* Source information
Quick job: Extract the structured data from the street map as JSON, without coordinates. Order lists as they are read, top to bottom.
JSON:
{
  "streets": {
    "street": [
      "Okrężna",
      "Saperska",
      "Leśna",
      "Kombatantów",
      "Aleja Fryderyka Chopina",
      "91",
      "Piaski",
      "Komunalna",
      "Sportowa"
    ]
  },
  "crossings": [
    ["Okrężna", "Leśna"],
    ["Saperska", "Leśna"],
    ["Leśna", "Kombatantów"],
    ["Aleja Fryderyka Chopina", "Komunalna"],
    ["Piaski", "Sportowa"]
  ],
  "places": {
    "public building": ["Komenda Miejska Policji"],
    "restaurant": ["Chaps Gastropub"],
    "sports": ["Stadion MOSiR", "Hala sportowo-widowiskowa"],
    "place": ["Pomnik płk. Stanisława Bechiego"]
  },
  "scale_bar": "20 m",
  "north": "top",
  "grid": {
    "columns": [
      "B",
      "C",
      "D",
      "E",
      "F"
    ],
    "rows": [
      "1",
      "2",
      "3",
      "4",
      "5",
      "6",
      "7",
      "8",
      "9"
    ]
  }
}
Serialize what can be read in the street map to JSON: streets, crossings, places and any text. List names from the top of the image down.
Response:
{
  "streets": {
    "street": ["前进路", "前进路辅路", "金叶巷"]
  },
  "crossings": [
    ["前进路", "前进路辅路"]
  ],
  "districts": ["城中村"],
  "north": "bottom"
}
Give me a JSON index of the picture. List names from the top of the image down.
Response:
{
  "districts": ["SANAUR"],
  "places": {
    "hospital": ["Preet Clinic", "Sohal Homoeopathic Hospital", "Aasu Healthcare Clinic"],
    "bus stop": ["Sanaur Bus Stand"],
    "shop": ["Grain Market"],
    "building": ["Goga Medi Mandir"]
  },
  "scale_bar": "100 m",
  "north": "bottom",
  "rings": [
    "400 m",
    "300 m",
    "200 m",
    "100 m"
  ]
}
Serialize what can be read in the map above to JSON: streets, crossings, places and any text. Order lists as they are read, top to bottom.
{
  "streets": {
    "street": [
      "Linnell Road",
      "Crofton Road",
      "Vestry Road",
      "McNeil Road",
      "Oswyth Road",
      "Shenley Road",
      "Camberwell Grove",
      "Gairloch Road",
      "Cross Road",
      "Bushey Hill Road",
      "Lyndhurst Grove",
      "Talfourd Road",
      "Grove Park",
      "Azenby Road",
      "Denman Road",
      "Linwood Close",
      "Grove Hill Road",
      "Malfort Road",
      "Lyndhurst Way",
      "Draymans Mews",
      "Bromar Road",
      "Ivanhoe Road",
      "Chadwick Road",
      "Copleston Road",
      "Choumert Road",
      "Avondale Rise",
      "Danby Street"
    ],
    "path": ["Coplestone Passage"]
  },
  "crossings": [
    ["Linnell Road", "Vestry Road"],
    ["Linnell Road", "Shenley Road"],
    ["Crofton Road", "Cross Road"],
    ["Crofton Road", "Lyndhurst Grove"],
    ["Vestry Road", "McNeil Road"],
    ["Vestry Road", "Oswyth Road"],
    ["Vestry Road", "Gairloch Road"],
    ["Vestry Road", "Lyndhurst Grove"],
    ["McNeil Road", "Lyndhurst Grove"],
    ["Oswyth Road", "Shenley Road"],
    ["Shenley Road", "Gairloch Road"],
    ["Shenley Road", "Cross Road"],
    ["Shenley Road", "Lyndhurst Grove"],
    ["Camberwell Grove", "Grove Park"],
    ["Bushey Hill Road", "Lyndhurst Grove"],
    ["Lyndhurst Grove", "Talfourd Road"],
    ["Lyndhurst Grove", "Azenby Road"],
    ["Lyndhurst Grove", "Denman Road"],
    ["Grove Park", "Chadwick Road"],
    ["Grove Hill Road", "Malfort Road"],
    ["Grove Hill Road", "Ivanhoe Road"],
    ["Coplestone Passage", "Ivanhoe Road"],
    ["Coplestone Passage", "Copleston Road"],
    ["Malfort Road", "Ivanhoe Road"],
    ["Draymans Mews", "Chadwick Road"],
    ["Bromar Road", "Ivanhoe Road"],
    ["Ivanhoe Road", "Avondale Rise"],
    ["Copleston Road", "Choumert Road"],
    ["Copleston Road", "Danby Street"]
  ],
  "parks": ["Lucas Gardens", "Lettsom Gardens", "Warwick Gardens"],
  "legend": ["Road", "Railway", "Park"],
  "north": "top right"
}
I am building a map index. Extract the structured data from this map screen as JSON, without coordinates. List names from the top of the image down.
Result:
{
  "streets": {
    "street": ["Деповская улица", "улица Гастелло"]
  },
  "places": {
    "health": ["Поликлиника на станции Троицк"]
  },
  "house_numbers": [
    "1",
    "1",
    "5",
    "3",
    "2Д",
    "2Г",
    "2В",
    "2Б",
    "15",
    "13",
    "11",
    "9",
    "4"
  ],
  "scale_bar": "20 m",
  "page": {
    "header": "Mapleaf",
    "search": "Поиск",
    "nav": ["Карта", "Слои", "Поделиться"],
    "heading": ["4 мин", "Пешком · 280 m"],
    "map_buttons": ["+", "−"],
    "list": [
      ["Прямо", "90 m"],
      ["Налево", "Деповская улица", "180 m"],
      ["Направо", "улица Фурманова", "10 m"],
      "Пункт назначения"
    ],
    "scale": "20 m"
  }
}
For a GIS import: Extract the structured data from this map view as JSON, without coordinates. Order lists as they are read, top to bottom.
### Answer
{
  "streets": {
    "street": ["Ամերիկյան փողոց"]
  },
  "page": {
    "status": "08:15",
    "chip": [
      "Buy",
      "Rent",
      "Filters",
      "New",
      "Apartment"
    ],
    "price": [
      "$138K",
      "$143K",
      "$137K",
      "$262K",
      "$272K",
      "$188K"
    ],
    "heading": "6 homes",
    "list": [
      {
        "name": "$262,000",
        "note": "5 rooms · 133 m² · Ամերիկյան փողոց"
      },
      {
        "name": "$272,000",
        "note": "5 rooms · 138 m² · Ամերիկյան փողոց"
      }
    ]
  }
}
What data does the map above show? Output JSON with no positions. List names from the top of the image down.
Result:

* Problem to solve
Reproduce every line from the listing above that holds the word "without".

* Answer to this problem
Quick job: Extract the structured data from the street map as JSON, without coordinates. Order lists as they are read, top to bottom.
I am building a map index. Extract the structured data from this map screen as JSON, without coordinates. List names from the top of the image down.
For a GIS import: Extract the structured data from this map view as JSON, without coordinates. Order lists as they are read, top to bottom.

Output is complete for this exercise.